[Raw data — start]

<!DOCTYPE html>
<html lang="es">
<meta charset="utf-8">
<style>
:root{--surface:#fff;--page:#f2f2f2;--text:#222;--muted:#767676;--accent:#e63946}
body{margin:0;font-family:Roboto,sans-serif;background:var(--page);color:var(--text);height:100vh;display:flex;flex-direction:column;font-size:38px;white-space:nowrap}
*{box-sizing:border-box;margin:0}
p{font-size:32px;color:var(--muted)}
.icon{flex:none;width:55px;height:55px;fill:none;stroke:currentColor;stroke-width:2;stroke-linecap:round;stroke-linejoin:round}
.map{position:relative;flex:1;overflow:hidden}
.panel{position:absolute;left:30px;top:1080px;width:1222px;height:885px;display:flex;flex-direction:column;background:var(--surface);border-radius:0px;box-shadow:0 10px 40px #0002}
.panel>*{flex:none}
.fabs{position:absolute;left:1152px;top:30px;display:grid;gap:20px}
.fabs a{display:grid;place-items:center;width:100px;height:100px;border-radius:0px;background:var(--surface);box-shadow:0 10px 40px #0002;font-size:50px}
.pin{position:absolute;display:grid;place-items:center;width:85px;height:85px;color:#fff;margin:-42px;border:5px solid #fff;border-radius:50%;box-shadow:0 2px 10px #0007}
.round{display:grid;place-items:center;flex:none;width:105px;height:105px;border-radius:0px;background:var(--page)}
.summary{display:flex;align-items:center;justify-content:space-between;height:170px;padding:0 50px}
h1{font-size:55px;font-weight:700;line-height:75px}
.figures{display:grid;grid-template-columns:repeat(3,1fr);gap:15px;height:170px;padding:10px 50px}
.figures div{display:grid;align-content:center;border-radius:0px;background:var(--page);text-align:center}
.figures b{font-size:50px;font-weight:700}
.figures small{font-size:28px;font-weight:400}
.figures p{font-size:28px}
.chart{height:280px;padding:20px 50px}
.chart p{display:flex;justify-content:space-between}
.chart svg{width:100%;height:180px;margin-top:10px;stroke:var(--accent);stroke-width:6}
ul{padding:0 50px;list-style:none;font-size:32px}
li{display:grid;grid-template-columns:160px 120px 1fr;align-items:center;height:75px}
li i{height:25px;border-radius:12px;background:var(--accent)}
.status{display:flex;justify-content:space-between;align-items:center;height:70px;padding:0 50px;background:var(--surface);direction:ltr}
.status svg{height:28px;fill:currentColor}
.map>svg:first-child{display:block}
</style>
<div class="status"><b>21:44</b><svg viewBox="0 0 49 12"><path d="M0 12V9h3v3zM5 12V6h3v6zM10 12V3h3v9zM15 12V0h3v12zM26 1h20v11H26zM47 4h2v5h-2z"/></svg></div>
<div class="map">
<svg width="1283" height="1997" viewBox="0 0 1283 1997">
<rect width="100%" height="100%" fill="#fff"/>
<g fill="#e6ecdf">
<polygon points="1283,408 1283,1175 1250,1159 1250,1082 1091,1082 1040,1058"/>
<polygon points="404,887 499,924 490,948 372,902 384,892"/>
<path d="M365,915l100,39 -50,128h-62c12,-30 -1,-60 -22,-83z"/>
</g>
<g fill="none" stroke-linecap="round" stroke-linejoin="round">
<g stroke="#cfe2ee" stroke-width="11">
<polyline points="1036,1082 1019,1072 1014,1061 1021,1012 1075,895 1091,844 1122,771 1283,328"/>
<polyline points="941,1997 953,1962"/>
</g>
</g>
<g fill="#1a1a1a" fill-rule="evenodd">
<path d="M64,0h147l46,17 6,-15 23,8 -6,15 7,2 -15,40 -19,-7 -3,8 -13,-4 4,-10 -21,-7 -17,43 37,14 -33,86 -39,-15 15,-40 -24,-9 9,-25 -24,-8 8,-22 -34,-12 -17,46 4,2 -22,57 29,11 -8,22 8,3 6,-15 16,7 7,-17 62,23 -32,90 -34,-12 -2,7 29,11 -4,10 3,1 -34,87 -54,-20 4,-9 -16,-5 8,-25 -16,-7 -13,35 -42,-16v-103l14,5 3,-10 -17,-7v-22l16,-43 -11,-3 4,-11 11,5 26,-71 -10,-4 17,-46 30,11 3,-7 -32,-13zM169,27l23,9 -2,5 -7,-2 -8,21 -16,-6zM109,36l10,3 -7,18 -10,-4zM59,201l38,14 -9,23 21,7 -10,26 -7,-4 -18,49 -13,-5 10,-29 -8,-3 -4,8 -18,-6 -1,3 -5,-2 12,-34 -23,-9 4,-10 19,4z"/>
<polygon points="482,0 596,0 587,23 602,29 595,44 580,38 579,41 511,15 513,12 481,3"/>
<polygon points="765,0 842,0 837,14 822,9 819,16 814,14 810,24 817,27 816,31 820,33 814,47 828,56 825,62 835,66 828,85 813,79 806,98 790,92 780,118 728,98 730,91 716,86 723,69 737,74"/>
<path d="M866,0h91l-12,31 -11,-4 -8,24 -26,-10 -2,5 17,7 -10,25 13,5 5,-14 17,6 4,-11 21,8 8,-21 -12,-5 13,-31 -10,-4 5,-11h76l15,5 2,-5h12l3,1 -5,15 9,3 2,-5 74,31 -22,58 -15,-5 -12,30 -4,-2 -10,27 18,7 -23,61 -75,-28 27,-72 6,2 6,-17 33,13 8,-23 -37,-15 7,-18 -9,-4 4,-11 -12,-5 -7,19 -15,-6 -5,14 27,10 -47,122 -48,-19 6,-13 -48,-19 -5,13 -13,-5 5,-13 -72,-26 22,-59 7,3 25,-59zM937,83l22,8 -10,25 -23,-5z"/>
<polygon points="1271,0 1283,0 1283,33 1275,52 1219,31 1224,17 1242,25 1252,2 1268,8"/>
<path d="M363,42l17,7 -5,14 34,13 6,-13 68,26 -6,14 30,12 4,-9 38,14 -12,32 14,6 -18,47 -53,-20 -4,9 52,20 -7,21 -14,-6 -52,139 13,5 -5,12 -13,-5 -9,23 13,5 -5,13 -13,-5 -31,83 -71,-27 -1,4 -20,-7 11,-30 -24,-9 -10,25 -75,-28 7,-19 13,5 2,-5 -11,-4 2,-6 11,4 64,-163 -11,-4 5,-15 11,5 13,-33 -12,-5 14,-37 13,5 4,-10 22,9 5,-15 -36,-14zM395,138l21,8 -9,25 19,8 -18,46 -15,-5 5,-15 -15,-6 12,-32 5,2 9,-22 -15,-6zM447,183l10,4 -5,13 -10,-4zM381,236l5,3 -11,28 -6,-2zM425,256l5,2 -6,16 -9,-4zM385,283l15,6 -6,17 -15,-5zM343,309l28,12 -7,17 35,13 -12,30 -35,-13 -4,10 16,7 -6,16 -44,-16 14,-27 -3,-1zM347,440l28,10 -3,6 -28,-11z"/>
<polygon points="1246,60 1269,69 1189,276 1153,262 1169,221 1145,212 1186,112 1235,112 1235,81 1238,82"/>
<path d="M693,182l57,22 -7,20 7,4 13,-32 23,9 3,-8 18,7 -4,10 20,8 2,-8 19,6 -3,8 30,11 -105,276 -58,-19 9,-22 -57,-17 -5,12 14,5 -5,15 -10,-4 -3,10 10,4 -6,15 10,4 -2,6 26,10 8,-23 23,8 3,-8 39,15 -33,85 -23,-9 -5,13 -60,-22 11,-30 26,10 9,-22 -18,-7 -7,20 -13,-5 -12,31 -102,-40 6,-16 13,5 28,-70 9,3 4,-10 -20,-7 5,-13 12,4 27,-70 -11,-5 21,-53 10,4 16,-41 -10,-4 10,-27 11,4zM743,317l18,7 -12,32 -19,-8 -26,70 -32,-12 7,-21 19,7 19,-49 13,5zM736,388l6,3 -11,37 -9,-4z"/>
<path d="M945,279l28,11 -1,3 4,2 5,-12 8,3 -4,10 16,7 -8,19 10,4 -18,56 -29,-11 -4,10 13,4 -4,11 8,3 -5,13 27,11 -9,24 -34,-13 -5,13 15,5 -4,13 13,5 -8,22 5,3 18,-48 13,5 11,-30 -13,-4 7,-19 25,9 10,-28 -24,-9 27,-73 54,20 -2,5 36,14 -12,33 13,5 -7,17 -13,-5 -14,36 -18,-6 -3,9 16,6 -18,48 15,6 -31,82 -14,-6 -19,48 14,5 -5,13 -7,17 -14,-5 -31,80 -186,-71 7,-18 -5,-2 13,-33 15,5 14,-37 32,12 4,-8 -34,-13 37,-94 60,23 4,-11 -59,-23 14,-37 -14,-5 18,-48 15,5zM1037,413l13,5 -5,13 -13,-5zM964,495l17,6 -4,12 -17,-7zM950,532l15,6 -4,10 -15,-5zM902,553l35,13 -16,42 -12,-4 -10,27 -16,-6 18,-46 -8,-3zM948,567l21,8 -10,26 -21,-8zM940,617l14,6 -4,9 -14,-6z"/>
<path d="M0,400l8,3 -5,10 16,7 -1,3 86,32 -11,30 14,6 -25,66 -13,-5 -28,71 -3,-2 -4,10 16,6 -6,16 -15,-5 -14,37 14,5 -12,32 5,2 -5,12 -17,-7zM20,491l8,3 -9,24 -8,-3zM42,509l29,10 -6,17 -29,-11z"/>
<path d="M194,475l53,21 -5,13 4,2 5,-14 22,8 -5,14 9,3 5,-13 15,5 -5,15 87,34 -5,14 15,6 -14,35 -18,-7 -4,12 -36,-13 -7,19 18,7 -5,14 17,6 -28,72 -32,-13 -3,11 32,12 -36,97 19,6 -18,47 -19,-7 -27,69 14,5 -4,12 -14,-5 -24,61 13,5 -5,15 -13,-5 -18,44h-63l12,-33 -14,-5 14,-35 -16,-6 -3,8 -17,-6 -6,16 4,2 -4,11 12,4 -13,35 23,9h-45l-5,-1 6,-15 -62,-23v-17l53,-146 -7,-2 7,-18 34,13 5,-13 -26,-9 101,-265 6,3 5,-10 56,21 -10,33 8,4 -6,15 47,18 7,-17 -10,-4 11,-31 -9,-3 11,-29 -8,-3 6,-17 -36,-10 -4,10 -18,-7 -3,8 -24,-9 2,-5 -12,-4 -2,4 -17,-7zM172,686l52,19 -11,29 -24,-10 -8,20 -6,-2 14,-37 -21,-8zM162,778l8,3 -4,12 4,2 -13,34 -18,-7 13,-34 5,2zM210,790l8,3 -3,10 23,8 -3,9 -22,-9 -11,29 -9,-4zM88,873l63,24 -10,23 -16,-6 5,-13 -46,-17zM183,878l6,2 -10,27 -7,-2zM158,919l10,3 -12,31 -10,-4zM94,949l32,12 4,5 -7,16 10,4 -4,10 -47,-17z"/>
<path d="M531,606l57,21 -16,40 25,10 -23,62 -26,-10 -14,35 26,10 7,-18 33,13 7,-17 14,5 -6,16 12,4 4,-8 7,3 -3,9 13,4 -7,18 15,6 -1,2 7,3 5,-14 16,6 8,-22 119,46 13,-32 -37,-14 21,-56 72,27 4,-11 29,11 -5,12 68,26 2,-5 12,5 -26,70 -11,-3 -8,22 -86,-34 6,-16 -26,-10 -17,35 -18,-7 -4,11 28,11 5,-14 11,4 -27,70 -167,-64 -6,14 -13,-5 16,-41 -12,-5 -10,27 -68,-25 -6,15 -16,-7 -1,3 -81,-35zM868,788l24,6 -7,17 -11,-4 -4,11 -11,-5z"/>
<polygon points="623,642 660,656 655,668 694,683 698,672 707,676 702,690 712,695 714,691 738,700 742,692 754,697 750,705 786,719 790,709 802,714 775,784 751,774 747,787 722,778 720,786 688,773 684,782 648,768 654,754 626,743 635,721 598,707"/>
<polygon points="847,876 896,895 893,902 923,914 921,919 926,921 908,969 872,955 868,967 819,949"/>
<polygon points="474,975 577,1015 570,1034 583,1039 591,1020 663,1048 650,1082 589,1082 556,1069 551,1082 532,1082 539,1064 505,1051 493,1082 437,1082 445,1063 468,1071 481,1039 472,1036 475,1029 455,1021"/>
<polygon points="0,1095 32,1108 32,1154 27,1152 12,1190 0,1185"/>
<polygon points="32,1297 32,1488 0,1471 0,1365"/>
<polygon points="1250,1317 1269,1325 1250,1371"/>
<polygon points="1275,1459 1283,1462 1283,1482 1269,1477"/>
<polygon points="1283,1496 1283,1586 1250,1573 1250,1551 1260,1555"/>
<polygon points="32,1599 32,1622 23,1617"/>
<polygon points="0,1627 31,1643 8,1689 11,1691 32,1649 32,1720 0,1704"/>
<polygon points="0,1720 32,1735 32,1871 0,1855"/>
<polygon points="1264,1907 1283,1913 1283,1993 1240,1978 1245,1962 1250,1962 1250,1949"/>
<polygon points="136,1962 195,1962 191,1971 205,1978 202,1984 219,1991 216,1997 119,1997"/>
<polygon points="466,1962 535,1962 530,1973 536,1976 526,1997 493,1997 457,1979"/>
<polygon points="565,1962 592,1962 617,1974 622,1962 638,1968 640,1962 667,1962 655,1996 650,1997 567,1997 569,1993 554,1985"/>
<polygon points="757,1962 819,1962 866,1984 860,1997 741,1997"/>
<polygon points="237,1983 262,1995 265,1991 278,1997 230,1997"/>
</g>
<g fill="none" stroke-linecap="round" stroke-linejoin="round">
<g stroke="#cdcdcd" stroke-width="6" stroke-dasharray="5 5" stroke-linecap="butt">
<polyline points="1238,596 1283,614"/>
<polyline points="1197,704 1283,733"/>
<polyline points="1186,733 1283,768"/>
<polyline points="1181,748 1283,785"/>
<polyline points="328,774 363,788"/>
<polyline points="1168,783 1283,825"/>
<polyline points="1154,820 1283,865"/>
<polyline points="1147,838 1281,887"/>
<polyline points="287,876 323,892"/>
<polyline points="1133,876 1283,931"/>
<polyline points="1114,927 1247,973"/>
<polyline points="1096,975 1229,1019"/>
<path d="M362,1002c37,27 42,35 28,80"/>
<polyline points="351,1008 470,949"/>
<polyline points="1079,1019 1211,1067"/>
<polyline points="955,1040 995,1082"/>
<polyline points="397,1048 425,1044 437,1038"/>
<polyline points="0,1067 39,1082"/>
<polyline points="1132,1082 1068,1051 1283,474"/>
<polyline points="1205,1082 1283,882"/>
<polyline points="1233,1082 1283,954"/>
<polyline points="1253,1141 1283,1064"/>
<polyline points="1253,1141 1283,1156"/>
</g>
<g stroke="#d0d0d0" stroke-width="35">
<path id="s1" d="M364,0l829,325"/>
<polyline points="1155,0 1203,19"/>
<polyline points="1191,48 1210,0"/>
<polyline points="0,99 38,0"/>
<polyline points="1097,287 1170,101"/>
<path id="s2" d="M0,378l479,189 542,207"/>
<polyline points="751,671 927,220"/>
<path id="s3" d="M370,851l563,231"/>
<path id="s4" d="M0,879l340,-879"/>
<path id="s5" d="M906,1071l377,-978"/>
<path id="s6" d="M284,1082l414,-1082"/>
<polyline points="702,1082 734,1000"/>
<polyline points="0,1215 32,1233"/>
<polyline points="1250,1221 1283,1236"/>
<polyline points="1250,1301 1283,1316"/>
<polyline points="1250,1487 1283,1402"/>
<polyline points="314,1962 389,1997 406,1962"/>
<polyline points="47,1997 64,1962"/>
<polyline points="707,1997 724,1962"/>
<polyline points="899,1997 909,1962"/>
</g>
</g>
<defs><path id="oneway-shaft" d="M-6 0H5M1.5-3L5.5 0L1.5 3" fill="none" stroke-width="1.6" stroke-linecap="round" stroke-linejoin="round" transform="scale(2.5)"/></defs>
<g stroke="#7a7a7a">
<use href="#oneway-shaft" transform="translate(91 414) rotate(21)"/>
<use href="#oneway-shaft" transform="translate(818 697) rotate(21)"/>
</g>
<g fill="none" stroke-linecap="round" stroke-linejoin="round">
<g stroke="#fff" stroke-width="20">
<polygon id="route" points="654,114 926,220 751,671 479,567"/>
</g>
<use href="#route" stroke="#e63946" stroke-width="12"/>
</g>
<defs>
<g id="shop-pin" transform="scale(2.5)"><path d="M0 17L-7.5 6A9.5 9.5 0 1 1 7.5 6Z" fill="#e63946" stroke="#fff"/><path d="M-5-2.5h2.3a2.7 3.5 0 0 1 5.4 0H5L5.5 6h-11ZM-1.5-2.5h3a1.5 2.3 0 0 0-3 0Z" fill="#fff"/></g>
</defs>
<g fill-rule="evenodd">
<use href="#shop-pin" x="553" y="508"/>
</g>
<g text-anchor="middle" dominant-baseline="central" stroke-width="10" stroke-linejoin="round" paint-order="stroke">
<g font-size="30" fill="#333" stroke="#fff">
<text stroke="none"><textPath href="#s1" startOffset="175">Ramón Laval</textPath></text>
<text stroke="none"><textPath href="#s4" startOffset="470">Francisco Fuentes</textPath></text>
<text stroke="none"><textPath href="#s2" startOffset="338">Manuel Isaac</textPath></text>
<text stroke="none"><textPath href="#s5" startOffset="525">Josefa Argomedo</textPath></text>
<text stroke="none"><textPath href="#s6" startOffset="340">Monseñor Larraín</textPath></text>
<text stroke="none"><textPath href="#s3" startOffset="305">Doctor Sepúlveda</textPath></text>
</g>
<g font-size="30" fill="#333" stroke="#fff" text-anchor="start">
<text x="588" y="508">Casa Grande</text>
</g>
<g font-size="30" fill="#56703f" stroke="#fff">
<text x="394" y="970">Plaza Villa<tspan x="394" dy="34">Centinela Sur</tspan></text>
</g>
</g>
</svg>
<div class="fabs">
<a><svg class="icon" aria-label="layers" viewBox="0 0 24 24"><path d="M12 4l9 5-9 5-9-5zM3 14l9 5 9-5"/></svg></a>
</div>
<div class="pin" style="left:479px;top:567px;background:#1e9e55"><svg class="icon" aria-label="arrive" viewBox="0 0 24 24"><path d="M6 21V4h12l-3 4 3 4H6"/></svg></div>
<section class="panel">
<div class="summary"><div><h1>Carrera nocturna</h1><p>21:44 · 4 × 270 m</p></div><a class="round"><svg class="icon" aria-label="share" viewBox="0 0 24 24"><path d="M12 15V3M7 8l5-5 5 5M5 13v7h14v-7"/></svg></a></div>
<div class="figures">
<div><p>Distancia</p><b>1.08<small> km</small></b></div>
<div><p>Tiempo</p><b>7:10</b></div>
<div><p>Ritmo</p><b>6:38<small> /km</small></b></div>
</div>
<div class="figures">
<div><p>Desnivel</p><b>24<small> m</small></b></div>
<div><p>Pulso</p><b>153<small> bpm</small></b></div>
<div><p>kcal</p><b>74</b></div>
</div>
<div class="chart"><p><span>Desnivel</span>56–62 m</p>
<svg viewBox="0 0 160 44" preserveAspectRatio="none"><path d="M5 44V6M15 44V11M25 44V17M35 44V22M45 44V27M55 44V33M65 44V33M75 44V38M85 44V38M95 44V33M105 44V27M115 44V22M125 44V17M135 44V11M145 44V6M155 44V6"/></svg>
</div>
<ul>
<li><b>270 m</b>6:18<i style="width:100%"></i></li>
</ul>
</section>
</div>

[Raw data — finish]

=== What to work on ===
Which lines of the data hold the string "absolute"? Return each of them.

=== Expected answer ===
.panel{position:absolute;left:30px;top:1080px;width:1222px;height:885px;display:flex;flex-direction:column;background:var(--surface);border-radius:0px;box-shadow:0 10px 40px #0002}
.fabs{position:absolute;left:1152px;top:30px;display:grid;gap:20px}
.pin{position:absolute;display:grid;place-items:center;width:85px;height:85px;color:#fff;margin:-42px;border:5px solid #fff;border-radius:50%;box-shadow:0 2px 10px #0007}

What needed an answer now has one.